INPUT MATERIAL:
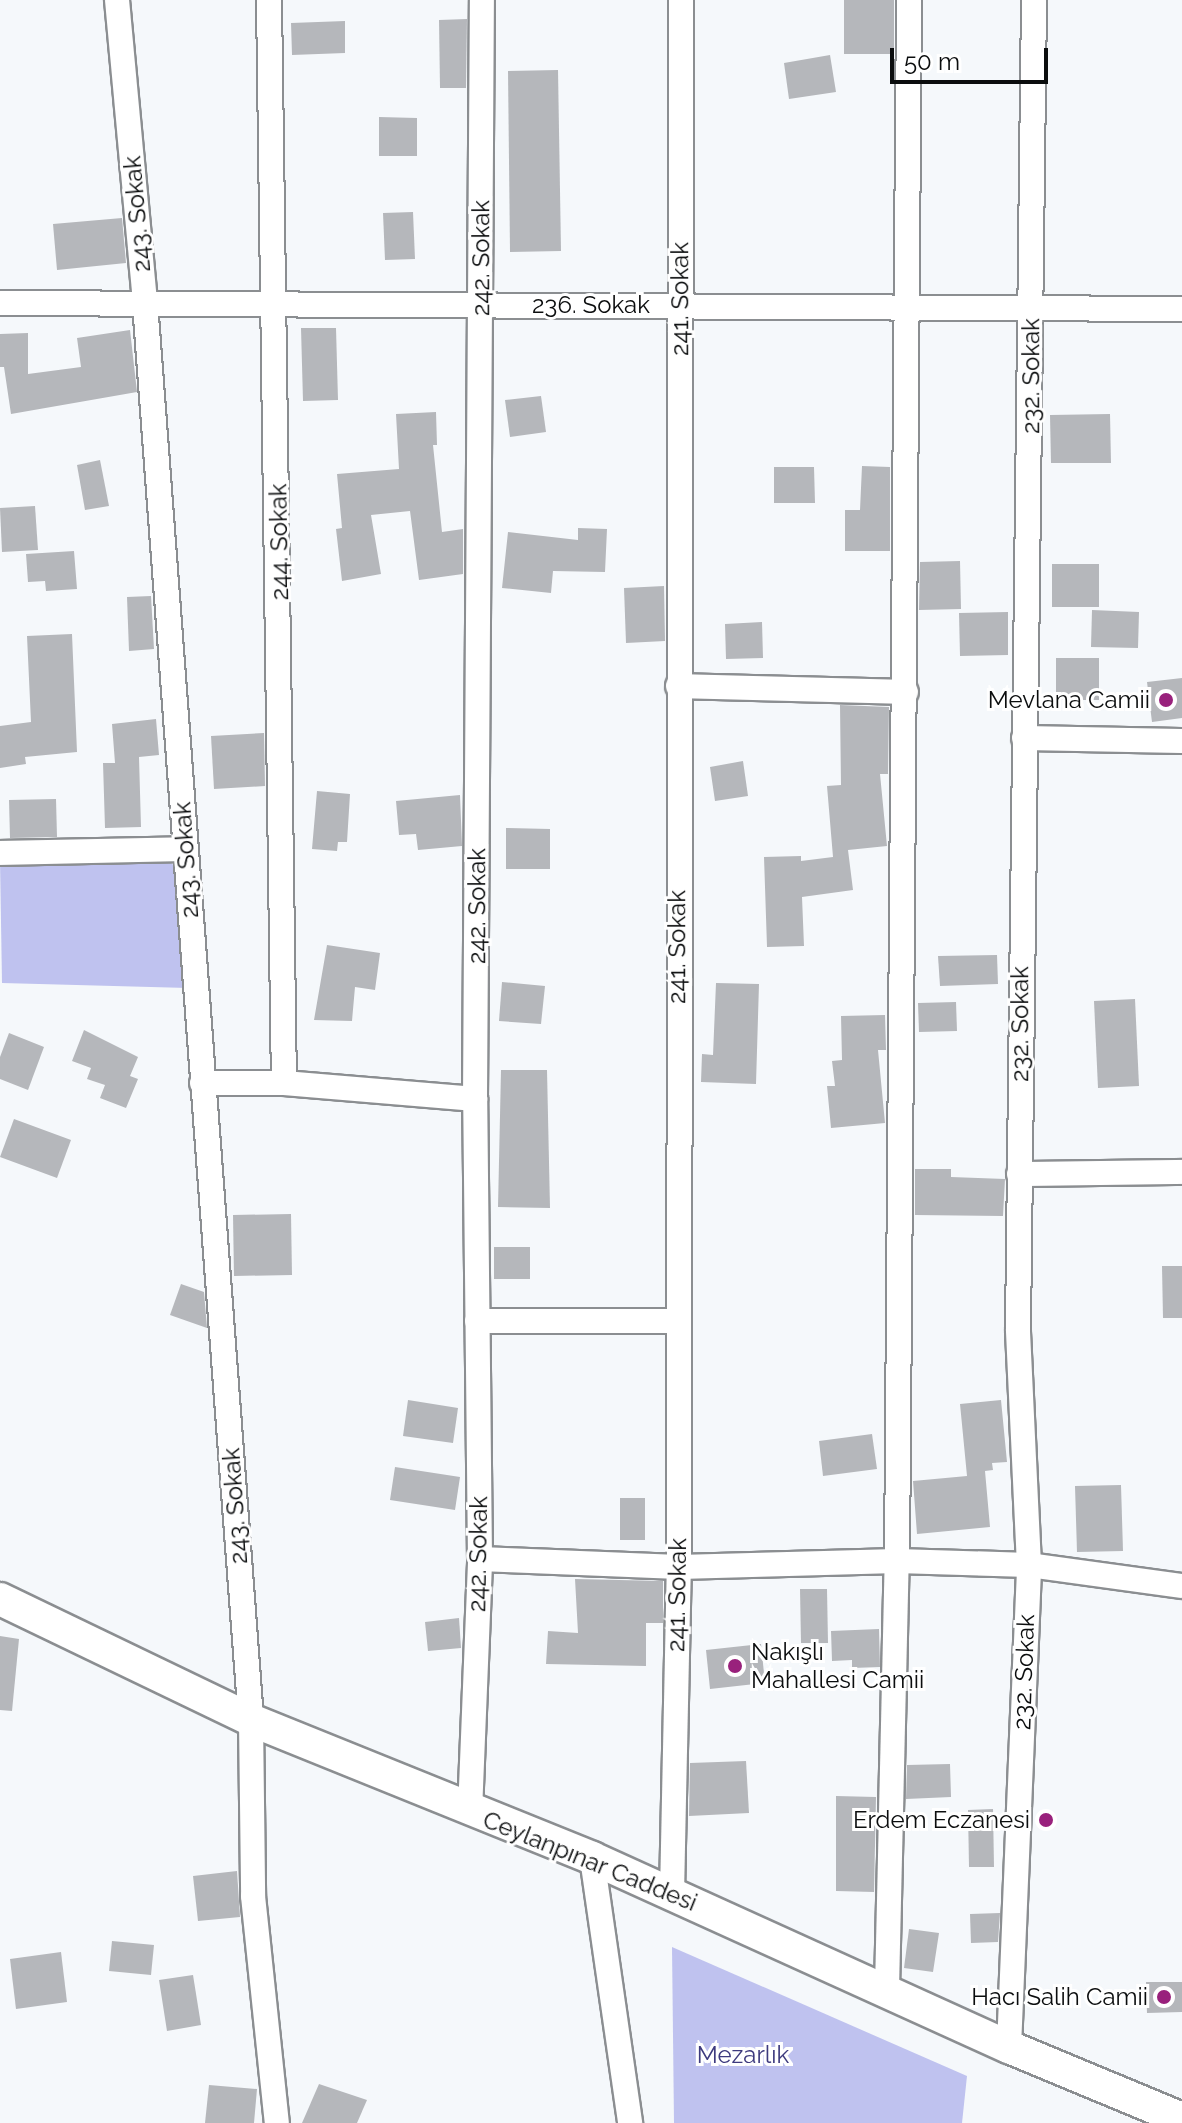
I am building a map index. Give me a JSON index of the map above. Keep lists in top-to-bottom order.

--

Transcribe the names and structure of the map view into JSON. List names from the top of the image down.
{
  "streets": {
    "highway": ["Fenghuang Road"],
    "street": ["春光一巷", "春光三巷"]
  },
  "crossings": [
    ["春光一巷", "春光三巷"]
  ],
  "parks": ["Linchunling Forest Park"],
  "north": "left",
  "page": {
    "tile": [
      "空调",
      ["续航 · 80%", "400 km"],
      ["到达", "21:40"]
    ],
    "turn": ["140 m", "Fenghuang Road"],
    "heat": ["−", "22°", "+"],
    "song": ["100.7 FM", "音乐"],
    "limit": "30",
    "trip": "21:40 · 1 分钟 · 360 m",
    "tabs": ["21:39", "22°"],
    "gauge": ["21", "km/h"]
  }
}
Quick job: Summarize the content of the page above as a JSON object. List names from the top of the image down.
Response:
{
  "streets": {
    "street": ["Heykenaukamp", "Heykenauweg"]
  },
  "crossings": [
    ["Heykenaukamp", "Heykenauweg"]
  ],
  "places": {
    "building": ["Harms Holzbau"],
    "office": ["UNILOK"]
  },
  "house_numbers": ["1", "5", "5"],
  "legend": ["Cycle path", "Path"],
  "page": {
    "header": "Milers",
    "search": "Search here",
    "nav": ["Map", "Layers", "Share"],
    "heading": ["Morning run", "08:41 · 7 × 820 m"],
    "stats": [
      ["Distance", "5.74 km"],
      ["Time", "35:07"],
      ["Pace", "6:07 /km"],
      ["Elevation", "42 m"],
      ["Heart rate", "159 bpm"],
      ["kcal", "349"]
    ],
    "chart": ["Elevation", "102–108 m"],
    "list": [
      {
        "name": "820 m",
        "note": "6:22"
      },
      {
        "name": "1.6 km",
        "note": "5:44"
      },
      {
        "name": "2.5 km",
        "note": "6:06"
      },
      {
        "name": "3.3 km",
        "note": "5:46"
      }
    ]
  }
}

* * *

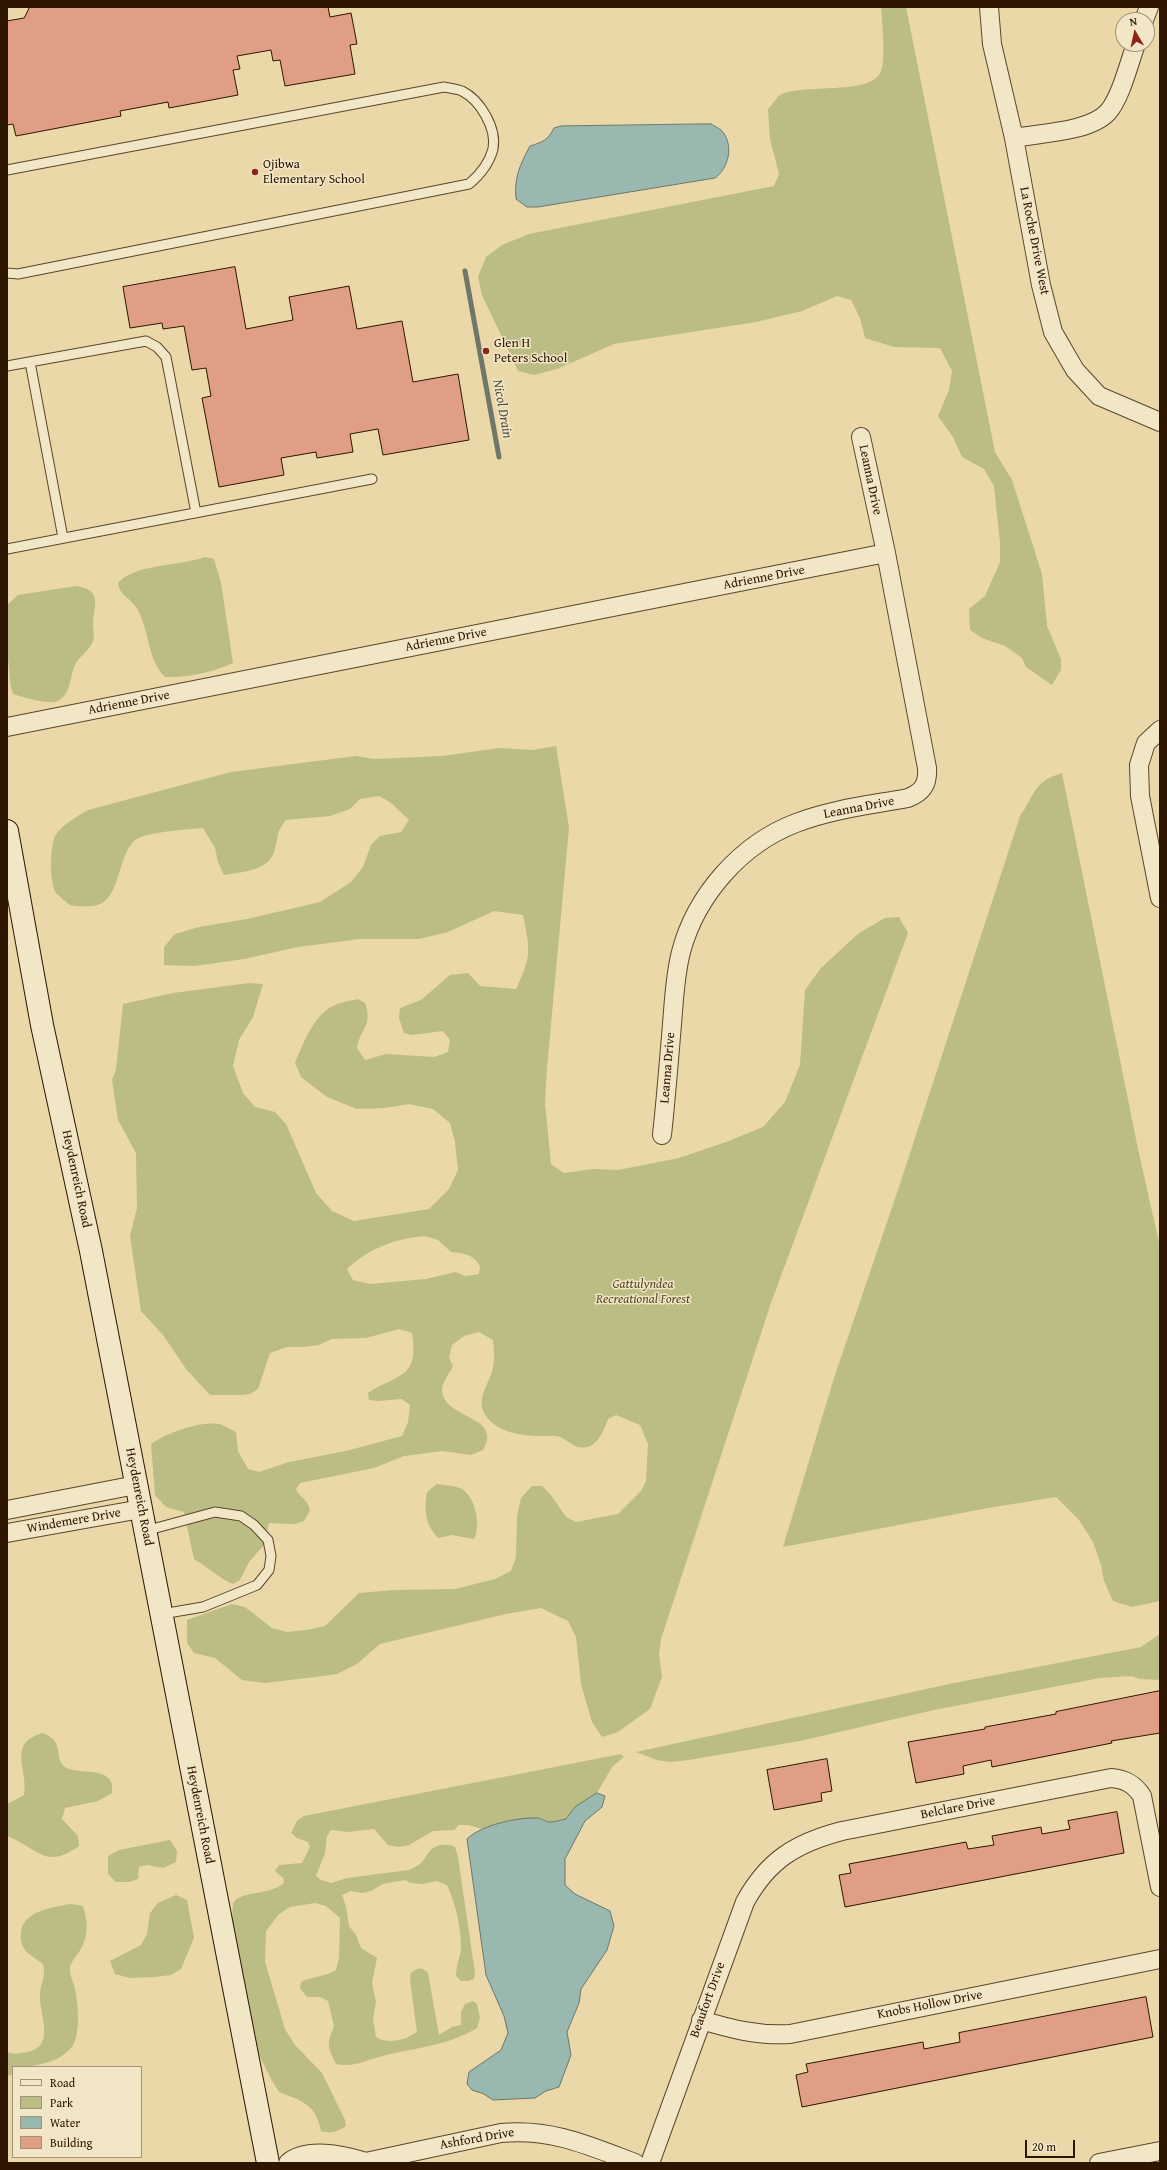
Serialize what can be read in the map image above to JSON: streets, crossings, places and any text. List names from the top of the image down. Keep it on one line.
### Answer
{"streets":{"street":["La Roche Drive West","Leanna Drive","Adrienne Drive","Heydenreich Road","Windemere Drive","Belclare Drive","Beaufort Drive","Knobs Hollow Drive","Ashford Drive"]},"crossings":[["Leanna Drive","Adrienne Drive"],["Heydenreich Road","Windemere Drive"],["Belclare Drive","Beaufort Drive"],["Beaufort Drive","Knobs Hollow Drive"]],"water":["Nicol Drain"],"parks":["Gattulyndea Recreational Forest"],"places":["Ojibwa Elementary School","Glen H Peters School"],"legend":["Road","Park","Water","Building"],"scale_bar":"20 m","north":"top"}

ACTIVITY:
For the word "above", report how many lines of the records contain it; respond with the number only.

EXERCISE SOLUTION:
3